> [TASK ITEM]: Only the lines from the beginning of the data below through the line that contains "height:4.5px; margin:-2.25px; padding:0" should be repeated, exactly as written.

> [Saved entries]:
# # # # #
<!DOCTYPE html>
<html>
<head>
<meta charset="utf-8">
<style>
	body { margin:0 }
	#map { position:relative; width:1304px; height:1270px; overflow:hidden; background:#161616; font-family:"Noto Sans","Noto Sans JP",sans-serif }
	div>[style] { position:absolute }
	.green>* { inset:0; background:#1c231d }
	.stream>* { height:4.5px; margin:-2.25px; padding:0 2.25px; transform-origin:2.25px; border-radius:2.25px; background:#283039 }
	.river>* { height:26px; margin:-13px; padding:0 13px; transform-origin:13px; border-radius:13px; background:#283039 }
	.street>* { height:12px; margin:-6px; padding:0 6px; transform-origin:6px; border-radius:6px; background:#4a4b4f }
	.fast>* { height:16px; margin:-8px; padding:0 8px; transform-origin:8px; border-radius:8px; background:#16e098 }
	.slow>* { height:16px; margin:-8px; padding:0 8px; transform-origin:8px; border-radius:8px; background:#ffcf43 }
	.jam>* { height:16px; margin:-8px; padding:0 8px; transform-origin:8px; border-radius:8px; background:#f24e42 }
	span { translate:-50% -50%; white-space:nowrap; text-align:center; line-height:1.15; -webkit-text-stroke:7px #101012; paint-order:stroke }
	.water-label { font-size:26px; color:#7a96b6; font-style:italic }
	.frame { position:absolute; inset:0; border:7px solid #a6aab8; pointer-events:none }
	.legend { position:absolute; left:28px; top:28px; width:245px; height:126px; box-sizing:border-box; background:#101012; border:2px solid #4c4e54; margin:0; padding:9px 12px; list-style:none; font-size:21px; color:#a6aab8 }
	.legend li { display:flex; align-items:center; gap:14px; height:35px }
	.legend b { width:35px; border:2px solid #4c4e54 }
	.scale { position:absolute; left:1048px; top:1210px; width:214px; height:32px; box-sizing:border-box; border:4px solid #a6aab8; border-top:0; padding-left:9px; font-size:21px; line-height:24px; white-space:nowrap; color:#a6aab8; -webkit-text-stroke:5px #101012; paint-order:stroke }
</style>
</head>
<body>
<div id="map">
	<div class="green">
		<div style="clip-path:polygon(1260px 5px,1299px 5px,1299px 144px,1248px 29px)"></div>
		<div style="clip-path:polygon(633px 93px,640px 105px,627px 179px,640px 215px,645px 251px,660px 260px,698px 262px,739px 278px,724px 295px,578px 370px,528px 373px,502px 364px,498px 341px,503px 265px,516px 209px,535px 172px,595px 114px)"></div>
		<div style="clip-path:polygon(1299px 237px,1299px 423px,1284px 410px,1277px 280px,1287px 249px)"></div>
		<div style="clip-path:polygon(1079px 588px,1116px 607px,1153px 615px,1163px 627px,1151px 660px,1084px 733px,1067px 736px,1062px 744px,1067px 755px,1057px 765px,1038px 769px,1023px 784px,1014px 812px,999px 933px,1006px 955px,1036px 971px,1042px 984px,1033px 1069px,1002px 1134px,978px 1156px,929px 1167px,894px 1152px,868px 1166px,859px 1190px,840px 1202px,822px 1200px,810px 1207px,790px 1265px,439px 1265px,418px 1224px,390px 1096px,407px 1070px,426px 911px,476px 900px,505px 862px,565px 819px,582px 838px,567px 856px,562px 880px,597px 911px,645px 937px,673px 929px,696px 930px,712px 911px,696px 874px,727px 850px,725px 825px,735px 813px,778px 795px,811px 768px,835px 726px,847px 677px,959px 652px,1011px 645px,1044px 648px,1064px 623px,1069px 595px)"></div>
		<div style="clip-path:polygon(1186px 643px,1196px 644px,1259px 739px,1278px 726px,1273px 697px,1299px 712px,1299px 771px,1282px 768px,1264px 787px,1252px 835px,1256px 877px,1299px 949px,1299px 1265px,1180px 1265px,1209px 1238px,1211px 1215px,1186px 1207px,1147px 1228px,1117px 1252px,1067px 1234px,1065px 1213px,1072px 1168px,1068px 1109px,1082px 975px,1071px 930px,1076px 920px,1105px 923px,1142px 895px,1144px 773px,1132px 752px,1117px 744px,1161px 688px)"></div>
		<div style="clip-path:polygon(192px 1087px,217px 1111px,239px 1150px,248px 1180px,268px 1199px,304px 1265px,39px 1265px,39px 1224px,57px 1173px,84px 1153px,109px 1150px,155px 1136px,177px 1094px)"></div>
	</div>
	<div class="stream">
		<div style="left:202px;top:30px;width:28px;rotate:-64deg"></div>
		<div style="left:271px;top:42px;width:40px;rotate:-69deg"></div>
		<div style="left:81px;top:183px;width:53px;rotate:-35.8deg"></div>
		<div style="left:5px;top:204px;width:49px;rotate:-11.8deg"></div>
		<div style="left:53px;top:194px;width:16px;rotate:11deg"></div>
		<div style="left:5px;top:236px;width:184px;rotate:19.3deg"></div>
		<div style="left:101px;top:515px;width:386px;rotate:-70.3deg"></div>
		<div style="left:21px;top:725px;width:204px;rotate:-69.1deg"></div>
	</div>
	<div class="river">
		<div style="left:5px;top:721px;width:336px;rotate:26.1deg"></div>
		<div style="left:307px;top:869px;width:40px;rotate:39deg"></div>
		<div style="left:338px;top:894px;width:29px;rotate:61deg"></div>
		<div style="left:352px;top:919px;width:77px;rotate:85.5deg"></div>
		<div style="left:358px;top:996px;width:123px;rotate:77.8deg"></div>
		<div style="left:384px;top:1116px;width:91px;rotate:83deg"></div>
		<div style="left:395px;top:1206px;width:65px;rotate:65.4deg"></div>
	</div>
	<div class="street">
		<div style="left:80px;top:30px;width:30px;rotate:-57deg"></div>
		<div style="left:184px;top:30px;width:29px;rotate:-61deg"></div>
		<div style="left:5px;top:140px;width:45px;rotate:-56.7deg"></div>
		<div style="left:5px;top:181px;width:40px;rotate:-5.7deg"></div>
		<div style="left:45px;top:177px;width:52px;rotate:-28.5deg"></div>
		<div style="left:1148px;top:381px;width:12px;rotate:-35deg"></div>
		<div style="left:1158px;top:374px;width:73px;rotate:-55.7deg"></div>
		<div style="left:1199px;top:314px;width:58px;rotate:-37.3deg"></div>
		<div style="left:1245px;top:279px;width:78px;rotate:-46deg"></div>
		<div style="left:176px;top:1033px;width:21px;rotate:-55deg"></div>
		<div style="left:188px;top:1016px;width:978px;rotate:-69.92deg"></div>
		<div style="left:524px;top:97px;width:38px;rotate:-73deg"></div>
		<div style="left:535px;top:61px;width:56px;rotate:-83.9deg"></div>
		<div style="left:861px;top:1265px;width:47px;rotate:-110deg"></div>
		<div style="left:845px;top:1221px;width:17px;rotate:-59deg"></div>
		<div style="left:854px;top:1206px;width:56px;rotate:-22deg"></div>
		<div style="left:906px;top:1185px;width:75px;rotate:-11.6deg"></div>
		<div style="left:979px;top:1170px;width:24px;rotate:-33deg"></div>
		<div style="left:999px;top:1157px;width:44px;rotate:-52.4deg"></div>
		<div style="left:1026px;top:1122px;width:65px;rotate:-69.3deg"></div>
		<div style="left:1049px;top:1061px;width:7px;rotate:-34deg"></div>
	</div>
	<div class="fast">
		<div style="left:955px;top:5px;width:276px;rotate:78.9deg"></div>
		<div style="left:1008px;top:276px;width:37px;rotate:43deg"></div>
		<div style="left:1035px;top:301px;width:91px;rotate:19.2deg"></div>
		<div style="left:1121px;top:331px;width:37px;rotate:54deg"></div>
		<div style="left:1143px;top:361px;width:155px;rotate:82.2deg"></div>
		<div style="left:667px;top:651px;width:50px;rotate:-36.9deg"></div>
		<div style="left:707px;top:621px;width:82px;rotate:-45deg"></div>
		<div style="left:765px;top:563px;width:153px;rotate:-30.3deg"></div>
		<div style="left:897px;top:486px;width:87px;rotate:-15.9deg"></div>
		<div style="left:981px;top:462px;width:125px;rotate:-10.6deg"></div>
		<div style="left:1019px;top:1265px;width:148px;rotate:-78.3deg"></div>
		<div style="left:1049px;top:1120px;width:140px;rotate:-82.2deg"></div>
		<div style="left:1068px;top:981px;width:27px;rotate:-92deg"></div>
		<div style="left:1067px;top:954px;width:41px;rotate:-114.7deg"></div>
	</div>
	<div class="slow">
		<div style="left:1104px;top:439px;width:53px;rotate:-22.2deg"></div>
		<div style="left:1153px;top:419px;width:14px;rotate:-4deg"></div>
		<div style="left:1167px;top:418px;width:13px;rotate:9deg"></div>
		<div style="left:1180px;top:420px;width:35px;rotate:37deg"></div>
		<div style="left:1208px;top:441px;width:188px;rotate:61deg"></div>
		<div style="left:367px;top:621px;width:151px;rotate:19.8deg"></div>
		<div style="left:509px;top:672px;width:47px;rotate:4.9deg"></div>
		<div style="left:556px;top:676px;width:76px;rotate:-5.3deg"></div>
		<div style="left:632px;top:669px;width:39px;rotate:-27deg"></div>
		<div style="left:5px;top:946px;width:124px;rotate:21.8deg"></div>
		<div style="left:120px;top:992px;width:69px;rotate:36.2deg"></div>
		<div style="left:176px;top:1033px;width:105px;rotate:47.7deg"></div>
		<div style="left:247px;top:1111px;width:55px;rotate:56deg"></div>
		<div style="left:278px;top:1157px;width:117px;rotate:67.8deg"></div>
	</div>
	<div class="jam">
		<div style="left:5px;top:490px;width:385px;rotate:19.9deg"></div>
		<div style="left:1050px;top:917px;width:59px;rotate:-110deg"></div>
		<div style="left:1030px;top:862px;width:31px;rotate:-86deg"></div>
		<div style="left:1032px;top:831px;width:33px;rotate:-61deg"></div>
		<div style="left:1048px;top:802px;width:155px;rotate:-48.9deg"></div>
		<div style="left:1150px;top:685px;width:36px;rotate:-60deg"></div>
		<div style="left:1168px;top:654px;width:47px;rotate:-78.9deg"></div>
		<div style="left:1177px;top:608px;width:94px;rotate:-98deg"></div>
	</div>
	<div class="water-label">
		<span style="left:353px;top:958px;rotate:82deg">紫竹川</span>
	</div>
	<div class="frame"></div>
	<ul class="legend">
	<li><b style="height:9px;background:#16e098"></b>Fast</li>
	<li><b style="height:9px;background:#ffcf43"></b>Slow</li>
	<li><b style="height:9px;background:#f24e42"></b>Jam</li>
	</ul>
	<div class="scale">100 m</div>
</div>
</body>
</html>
# # # # #
> [OUTPUT OF THE TASK]:
<!DOCTYPE html>
<html>
<head>
<meta charset="utf-8">
<style>
	body { margin:0 }
	#map { position:relative; width:1304px; height:1270px; overflow:hidden; background:#161616; font-family:"Noto Sans","Noto Sans JP",sans-serif }
	div>[style] { position:absolute }
	.green>* { inset:0; background:#1c231d }
	.stream>* { height:4.5px; margin:-2.25px; padding:0 2.25px; transform-origin:2.25px; border-radius:2.25px; background:#283039 }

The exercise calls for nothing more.